>>>>

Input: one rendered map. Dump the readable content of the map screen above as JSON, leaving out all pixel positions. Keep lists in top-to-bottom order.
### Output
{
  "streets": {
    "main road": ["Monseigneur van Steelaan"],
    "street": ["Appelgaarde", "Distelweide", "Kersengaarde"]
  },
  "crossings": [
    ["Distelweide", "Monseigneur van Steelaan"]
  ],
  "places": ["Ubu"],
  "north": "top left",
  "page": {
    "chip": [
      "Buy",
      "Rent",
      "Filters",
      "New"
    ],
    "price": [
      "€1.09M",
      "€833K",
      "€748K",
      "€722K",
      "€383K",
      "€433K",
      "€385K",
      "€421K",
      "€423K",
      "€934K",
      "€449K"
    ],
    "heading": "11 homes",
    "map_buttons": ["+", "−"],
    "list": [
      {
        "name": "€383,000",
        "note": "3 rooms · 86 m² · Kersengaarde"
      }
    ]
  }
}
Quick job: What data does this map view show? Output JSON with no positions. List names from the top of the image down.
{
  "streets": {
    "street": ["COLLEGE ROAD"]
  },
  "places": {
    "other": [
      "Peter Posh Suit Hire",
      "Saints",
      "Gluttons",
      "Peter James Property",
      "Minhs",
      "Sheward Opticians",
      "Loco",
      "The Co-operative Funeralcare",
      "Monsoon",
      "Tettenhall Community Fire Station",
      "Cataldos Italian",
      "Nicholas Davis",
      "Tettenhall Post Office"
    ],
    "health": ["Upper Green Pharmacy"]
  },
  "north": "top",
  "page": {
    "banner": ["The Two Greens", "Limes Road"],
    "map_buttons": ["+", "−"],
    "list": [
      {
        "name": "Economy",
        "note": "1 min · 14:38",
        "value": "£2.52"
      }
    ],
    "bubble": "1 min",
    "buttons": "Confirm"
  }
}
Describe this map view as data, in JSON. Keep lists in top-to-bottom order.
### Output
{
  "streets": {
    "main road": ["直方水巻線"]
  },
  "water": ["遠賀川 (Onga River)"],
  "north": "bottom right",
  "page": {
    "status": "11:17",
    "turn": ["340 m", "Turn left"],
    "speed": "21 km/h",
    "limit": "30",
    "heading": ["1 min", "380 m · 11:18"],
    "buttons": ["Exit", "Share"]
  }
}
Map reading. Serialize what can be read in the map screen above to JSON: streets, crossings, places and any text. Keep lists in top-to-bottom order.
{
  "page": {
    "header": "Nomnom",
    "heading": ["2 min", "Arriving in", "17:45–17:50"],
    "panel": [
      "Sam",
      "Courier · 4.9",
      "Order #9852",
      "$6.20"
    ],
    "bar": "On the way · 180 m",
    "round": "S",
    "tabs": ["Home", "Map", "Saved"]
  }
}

<<<<

### YOUR GOAL:
Take the line holding "Quick job: What" and the lines after it through the end of the entries. Retype them exactly and add nothing.

### RESPONSE TO THIS TASK:
Quick job: What data does this map view show? Output JSON with no positions. List names from the top of the image down.
{
  "streets": {
    "street": ["COLLEGE ROAD"]
  },
  "places": {
    "other": [
      "Peter Posh Suit Hire",
      "Saints",
      "Gluttons",
      "Peter James Property",
      "Minhs",
      "Sheward Opticians",
      "Loco",
      "The Co-operative Funeralcare",
      "Monsoon",
      "Tettenhall Community Fire Station",
      "Cataldos Italian",
      "Nicholas Davis",
      "Tettenhall Post Office"
    ],
    "health": ["Upper Green Pharmacy"]
  },
  "north": "top",
  "page": {
    "banner": ["The Two Greens", "Limes Road"],
    "map_buttons": ["+", "−"],
    "list": [
      {
        "name": "Economy",
        "note": "1 min · 14:38",
        "value": "£2.52"
      }
    ],
    "bubble": "1 min",
    "buttons": "Confirm"
  }
}
Describe this map view as data, in JSON. Keep lists in top-to-bottom order.
### Output
{
  "streets": {
    "main road": ["直方水巻線"]
  },
  "water": ["遠賀川 (Onga River)"],
  "north": "bottom right",
  "page": {
    "status": "11:17",
    "turn": ["340 m", "Turn left"],
    "speed": "21 km/h",
    "limit": "30",
    "heading": ["1 min", "380 m · 11:18"],
    "buttons": ["Exit", "Share"]
  }
}
Map reading. Serialize what can be read in the map screen above to JSON: streets, crossings, places and any text. Keep lists in top-to-bottom order.
{
  "page": {
    "header": "Nomnom",
    "heading": ["2 min", "Arriving in", "17:45–17:50"],
    "panel": [
      "Sam",
      "Courier · 4.9",
      "Order #9852",
      "$6.20"
    ],
    "bar": "On the way · 180 m",
    "round": "S",
    "tabs": ["Home", "Map", "Saved"]
  }
}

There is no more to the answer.